As TVs in guestrooms have evolved, their role in the overall design of the room has also changed. Designers must be more aware of viewing angles, ideal viewing distance from a screen and access to peripherals.

Tim Hepworth, senior associate and colaboratory studio leader at EDG Interior Architecture and Design, said that the positioning of a TV in a guestroom depends on the location of the hotel, the size of the room and the brand. “Before we look at any technology, we carefully review those elements,” he said. The technology design takes shape after the company determines what, exactly, the hotel needs.

The TV, said Buddy McDowell, president of Georgia-based Design Directions International, is one of the first things his team considers when creating a guestroom. “There are two ways to do a TV in a standard room,” he said. “You either set it on a dresser or a chest, or you mount it on the wall.” Mounting directly on a wall, he added, is not advisable because the sound can carry to the adjacent room. “So what we normally do is build in a millwork piece, which may be done by the millwork or the casegoods manufacturer.” The TV can then be attached to the millwork piece, providing both a buffer for sound and a space where unsightly wires can be hidden.

“Some large-format smart TVs can really make a space look like a futuristic tech hub,” Hepworth said. “Some are designed to blend into the surroundings—hidden behind artwork or built-in.
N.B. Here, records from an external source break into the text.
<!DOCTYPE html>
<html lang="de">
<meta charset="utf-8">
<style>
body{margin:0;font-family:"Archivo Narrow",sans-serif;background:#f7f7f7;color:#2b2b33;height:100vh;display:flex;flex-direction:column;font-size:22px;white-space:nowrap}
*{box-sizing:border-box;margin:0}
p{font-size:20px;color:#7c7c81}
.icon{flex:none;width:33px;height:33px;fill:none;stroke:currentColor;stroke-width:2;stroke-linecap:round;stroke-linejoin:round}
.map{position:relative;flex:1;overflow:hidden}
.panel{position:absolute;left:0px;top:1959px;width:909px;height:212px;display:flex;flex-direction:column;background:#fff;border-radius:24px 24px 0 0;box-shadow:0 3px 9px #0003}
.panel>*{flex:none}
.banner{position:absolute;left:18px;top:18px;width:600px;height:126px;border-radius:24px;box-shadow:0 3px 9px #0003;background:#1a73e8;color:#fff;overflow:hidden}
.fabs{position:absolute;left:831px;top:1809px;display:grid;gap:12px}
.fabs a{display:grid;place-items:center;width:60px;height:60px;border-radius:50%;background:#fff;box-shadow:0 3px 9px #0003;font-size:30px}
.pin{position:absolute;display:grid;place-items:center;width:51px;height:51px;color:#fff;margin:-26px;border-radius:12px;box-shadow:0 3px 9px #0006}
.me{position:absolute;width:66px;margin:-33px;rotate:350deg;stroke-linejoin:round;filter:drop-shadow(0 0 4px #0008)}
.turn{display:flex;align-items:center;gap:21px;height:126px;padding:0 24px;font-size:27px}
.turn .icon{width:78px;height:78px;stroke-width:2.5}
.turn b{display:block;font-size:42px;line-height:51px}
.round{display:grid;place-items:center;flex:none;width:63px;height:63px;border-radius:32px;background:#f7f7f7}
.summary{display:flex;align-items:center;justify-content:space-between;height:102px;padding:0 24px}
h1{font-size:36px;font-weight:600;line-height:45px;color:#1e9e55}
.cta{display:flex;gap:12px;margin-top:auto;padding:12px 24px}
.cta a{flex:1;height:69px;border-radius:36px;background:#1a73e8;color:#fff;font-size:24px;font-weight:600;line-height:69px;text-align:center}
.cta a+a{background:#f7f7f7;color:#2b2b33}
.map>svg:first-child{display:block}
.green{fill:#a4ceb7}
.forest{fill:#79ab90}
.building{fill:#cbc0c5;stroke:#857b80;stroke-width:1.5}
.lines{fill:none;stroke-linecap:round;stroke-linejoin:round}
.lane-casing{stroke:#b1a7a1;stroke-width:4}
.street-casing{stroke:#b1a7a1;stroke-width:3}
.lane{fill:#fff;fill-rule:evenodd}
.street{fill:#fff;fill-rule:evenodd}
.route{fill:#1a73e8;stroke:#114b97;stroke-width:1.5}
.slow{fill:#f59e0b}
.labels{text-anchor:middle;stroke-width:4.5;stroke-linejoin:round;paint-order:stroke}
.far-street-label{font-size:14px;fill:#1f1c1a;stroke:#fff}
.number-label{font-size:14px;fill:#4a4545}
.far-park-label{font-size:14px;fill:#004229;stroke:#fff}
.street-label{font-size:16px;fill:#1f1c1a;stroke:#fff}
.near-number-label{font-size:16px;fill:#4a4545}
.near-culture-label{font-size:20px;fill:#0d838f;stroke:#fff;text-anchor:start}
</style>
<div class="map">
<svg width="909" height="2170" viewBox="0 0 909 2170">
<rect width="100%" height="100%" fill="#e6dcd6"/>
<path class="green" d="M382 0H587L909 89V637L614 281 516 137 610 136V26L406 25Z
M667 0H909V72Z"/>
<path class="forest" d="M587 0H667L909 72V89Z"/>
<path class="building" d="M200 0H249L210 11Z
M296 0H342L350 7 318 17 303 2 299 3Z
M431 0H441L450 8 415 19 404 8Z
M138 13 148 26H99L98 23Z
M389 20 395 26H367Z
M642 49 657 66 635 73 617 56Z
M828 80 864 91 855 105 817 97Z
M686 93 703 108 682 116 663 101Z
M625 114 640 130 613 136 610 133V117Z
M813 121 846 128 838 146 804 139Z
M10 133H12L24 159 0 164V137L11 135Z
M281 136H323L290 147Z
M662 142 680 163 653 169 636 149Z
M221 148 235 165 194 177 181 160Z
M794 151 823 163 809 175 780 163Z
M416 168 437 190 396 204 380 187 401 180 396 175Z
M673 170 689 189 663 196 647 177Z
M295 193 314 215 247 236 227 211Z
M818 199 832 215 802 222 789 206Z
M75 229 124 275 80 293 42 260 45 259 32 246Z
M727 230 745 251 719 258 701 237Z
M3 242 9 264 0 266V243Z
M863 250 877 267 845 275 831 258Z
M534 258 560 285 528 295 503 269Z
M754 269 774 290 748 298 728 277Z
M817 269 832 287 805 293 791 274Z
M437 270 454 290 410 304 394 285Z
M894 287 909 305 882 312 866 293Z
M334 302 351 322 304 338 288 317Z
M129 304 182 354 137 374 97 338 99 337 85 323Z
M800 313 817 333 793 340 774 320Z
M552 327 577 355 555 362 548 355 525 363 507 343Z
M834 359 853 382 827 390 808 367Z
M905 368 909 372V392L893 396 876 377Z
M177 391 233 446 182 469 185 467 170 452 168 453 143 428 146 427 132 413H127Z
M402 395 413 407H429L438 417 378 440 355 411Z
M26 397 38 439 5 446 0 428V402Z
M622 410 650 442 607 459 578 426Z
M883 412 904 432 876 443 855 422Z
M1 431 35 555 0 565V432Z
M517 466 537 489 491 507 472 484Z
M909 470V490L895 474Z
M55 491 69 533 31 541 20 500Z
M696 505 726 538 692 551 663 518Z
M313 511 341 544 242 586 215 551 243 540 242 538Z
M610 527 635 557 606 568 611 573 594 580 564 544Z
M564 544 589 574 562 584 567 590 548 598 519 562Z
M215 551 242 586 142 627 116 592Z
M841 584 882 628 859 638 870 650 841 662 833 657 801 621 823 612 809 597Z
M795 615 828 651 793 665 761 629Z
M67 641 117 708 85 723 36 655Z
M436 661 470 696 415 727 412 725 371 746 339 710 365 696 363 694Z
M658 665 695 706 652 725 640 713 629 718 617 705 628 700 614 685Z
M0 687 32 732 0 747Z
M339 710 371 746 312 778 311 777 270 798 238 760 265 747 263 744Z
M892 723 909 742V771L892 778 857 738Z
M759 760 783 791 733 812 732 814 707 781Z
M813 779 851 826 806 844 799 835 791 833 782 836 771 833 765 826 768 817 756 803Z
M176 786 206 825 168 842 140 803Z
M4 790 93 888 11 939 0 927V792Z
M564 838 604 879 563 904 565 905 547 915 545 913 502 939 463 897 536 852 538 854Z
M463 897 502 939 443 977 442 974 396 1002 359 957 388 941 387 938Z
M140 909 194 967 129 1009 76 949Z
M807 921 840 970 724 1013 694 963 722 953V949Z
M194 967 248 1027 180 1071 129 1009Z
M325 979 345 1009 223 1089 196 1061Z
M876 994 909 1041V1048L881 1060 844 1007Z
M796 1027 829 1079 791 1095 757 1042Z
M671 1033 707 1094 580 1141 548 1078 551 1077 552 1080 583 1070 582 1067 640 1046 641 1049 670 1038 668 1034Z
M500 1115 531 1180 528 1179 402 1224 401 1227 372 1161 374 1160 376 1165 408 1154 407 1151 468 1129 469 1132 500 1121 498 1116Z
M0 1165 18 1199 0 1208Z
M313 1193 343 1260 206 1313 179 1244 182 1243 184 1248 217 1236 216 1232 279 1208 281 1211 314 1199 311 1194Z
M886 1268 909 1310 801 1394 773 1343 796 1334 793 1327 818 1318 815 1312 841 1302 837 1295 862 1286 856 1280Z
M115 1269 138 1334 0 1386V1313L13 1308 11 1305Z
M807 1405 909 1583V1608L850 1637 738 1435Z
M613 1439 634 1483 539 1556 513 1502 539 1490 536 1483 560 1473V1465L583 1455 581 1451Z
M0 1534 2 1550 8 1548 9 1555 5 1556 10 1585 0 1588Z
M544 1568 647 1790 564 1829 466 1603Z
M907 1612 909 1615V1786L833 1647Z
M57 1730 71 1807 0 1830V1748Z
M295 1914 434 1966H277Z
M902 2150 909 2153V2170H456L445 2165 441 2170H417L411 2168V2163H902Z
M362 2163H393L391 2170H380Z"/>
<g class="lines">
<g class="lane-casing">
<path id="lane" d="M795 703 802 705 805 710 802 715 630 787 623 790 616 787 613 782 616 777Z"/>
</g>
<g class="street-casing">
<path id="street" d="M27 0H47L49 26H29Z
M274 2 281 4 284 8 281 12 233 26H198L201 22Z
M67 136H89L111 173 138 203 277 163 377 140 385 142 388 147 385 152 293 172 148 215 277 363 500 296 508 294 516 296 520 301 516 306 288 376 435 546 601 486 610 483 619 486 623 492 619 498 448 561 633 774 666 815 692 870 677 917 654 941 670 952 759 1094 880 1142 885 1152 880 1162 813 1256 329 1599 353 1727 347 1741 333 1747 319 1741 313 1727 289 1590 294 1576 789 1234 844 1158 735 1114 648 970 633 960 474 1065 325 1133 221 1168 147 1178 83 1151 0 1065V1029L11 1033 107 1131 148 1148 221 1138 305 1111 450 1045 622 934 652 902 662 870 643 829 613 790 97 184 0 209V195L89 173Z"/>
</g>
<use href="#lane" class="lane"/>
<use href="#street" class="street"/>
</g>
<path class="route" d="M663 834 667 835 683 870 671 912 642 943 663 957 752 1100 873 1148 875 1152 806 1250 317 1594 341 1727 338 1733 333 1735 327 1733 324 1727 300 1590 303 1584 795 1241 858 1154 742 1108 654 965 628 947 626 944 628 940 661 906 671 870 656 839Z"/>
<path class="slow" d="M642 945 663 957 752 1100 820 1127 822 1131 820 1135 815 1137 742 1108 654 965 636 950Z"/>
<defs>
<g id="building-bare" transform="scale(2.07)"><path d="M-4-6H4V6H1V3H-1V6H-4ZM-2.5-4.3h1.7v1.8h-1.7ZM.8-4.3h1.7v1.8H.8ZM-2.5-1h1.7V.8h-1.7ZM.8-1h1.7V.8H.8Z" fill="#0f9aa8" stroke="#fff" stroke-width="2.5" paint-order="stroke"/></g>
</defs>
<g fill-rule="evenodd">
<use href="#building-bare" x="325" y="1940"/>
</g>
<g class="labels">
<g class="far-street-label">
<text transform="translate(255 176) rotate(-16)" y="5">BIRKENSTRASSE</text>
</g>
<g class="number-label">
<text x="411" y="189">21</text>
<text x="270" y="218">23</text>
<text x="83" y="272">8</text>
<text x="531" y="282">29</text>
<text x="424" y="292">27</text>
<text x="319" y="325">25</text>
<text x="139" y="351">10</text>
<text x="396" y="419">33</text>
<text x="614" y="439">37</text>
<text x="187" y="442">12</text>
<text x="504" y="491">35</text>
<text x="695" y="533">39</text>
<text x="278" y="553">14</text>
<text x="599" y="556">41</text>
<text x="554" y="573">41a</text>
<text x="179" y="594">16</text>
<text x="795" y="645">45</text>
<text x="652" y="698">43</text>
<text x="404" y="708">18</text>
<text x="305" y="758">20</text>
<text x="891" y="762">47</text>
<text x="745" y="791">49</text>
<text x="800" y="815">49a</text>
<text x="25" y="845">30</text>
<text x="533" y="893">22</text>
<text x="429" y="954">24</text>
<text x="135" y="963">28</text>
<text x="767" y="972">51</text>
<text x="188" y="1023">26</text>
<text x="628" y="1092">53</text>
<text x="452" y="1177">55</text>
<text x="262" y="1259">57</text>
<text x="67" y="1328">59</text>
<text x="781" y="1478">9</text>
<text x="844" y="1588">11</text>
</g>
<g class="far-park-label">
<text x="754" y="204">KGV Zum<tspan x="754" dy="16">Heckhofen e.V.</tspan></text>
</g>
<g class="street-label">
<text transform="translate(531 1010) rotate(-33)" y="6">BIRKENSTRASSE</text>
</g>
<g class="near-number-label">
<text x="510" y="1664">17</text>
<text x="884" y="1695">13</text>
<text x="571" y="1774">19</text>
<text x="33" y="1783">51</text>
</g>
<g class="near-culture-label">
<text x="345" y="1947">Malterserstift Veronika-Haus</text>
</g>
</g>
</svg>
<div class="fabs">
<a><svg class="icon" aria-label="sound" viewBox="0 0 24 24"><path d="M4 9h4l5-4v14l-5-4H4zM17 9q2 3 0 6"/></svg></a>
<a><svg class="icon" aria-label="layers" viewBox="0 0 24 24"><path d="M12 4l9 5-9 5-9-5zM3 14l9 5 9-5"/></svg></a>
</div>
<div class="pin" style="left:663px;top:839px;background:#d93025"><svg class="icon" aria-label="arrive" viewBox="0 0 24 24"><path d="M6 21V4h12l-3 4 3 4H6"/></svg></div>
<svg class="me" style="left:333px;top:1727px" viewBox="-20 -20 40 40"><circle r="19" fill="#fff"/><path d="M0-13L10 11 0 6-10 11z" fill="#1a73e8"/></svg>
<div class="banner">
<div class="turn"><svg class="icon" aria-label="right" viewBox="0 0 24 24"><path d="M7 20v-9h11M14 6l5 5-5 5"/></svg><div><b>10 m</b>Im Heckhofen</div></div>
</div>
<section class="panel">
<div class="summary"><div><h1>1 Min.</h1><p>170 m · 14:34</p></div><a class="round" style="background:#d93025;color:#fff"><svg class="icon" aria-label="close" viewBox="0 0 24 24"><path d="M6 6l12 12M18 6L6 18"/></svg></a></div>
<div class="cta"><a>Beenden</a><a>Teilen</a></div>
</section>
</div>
At the end of the day, it depends on the strategic plan for the hotel. We look for inventive solutions that blend it into the vision. We’ve used concealed TVs in a popup or behind a panel.”

Designs for Viewing

Hotels want to “ensure there is a clear view from [both] the bed and desk,” said Emily Morley, senior interior designer at ForrestPerkins. “One concern with increasing the size of the TVs is that we need to increase the viewing distance, if possible. For instance, for a 50-inch screen, the recommended distance from the viewer to the TV is 6 feet to 10 feet, whereas a 65-inch screen needs more [space].” Morley recommends as much as 13 feet for these larger screens.

On the other hand, guests shouldn’t be so far from the screen that they can’t see detail, either. “Normally, we don’t want anyone to be positioned more than 17 feet from the TV,” McDowell said. Fortunately, many hotel rooms are less than 15 feet wide—but suites or unusual configurations can present a challenge. “We’ve done suites where you have a living room and a bedroom, and in between, we put a millwork piece that housed the TV and the TV could rotate,” McDowell said. While this is a clever solution, he acknowledged that it presents its own challenges. “We obviously need to be concerned with what the backside of the TV looks like. You need to be able to camouflage wiring and components of the back of the TV so it’s presentable when the TV is facing the other direction.”